[MATERIAL TO PROCESS — start]

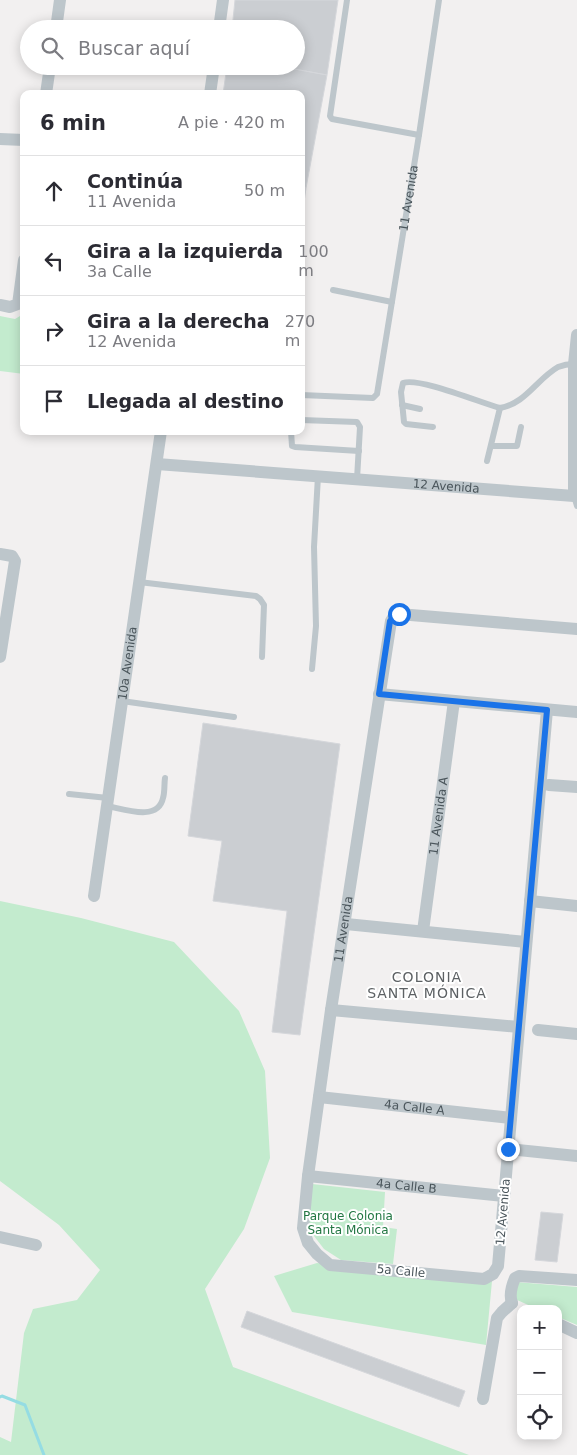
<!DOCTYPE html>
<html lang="es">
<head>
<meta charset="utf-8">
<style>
  body { margin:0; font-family:"DejaVu Sans",sans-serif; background:#f7f7f7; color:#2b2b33 }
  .controls { position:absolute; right:15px; bottom:15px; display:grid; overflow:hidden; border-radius:10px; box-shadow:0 2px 12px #0003 }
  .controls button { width:45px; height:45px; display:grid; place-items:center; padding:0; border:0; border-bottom:1px solid #e1e1e2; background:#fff; color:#2b2b33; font:25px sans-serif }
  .stop { position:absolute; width:15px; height:15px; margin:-11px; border:4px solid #1a73e8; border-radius:50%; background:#fff }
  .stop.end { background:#1a73e8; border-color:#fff; box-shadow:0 1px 5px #0008 }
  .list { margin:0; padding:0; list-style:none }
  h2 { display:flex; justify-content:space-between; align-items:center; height:65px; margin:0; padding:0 20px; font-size:21px }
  h2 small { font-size:16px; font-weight:400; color:#7c7c81 }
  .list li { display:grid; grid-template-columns:32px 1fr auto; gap:15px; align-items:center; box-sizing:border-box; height:70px; padding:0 20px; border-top:1px solid #e1e1e2 }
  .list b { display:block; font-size:19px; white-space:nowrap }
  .list p { margin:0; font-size:16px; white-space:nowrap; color:#7c7c81 }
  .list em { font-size:16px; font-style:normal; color:#7c7c81 }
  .icon { flex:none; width:28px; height:28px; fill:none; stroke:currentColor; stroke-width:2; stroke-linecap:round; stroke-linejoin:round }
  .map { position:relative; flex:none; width:577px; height:1455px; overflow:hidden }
  .search { position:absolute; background:#fff; box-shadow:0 2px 12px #0003; left:20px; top:20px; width:285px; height:55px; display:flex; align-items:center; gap:12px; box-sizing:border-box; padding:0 18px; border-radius:28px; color:#7c7c81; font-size:19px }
  .panel { position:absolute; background:#fff; box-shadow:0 2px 12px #0003; left:20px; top:90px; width:285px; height:345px; border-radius:10px }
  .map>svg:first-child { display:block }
  .green { fill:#c3ebce }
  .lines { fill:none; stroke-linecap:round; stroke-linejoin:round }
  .stream { stroke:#95dce3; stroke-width:3 }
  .building { fill:#cbced2; stroke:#d5d7db }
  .service { stroke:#bdc6cb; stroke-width:6 }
  .minor { stroke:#bdc6cb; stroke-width:12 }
  .route { stroke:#1a73e8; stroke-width:6 }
  .labels { text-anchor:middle; stroke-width:4; stroke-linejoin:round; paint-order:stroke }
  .street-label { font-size:12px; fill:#4a555b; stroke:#fff }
  .park-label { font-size:12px; fill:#217642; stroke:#fff }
  .neighbourhood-label { font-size:14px; letter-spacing:1px; fill:#5d6164; stroke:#fff }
</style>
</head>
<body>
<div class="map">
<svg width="577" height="1455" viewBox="0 0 577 1455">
  <rect width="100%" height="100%" fill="#f2f0f0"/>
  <path class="green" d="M24,306V374L0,371V316L15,319L20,316Z
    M0,901L81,918L174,942L239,1011L265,1071L270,1158L244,1229L205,1289L233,1367L469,1455H0V1437L11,1442L24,1333L33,1309L77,1300L100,1270L59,1225L0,1181Z
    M312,1184L385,1192L383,1227L397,1229L393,1264L341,1260L324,1249L314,1236L308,1224Z
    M317,1263L492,1281L486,1345L292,1312L274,1276Z
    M516,1282L577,1287V1325L558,1317V1309H537L515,1299Z"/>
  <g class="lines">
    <path class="stream" d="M0,1397L2,1396L25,1405L44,1455"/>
  </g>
  <path class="building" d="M235,0H338L327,75L278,66H296V29H232Z
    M227,66H278L327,75L306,188L301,187V94H223Z
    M301,187L306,188L301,223Z
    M203,723L340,744L300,1035L272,1032L287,911L213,901L222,841L188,836Z
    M541,1212L563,1214L557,1262L535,1260Z
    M247,1311L465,1391L459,1407L241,1327Z"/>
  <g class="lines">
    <g class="service">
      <path d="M347,0L330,116L332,119L419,135"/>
      <path d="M333,290L392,302"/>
      <path id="s1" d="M301,395L373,398L377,394L419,135L439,0"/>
      <path d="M402,405L420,409"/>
      <path d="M301,420L357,422L360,427L357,479"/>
      <path d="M433,427L406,424L404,422L401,392L403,383C419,377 481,403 500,408C525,404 537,379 558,367C563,365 568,364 574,364"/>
      <path d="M291,431L292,446L295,447L359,451"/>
      <path d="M491,446H517L521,427"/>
      <path d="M487,461L500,408"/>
      <path d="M574,496L577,506"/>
      <path d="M139,582L256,596L260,599L264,605L262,657"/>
      <path d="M312,669L316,626L314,547L318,476"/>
      <path d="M122,701L234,717"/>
      <path d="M69,794L108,798"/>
      <path d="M107,806C124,809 158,822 163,798C165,792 164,784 165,778"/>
    </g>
    <g class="minor">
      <path d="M56,29L60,0"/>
      <path d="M219,29L223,0"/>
      <path d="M46,94L50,66"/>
      <path d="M210,94L214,66"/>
      <path d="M0,139L24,140"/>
      <path d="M0,305L10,307L18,304L24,260"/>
      <path id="s2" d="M157,464L574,496V364L577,335"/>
      <path d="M0,554L12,556L15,561L0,657"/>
      <path d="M379,694L577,712"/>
      <path id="s3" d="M547,710L498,1266L493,1274L484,1279L330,1265L317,1254L308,1243L303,1228L308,1176L331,1010L391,621L394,616L399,614L577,629"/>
      <path d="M549,785L577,787"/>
      <path id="s4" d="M94,896L161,431"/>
      <path d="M530,901L577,906"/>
      <path d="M346,924L526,942"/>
      <path id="s5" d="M423,931L454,701"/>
      <path d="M331,1010L519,1027"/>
      <path d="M538,1030L577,1034"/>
      <path id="s6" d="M319,1097L511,1118"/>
      <path d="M508,1149L577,1156"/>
      <path id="s7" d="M308,1176L504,1196"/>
      <path d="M0,1237L36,1245"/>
      <path d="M512,1303C509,1295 512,1285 515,1278L519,1276L577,1280"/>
      <path d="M558,1324L577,1333"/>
      <path d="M483,1399L497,1318L502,1312L512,1303"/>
    </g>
  </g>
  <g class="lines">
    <path class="route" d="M399,614L394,616L390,621L379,694L547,710L508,1149"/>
  </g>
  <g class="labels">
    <g class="street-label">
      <text dy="4" stroke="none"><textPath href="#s1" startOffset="276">11 Avenida</textPath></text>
      <text dy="4" stroke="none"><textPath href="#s2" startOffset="290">12 Avenida</textPath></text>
      <text dy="4" stroke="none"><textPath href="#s4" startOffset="235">10a Avenida</textPath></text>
      <text dy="4" stroke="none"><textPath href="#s5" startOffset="116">11 Avenida A</textPath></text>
      <text dy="4" stroke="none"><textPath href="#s3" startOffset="1081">11 Avenida</textPath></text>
      <text dy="4" stroke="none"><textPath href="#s6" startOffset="96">4a Calle A</textPath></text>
      <text dy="4" stroke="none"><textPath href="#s7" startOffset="99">4a Calle B</textPath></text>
      <text transform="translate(503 1212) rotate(-85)" y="4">12 Avenida</text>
      <text transform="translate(401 1271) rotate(5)" y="4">5a Calle</text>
    </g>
    <g class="park-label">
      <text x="348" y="1220">Parque Colonia<tspan x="348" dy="14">Santa Mónica</tspan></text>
    </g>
    <g class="neighbourhood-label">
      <text x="427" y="982">COLONIA<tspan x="427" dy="16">SANTA MÓNICA</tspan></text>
    </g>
  </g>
</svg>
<div class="controls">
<button>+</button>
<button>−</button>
<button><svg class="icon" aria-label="locate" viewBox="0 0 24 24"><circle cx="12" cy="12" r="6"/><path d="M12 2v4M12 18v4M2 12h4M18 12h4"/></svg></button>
</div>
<div class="stop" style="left:399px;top:614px"></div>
<div class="stop end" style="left:508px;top:1149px"></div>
<div class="search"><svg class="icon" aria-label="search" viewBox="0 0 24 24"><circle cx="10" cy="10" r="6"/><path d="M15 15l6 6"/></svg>Buscar aquí</div>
<section class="panel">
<h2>6 min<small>A pie · 420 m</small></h2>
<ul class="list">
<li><svg class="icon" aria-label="ahead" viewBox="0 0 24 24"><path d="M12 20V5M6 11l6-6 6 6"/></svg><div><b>Continúa</b><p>11 Avenida</p></div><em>50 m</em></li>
<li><svg class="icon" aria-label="left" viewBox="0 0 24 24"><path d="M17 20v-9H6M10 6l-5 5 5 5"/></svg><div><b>Gira a la izquierda</b><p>3a Calle</p></div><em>100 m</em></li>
<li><svg class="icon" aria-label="right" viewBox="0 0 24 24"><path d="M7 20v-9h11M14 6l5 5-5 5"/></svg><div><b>Gira a la derecha</b><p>12 Avenida</p></div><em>270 m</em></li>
<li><svg class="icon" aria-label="arrive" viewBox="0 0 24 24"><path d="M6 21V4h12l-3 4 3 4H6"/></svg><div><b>Llegada al destino</b></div></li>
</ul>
</section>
</div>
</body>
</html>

[MATERIAL TO PROCESS — finish]

ASSIGNMENT:
Give back precisely the lines above that start at the line containing "display:flex; justify-content:space-between; align-items:center;" and end at the line containing "font-size:16px; font-weight:400; color:#7c7c81", inclusive. No other lines belong in the output.

YOUR RESPONSE:
  h2 { display:flex; justify-content:space-between; align-items:center; height:65px; margin:0; padding:0 20px; font-size:21px }
  h2 small { font-size:16px; font-weight:400; color:#7c7c81 }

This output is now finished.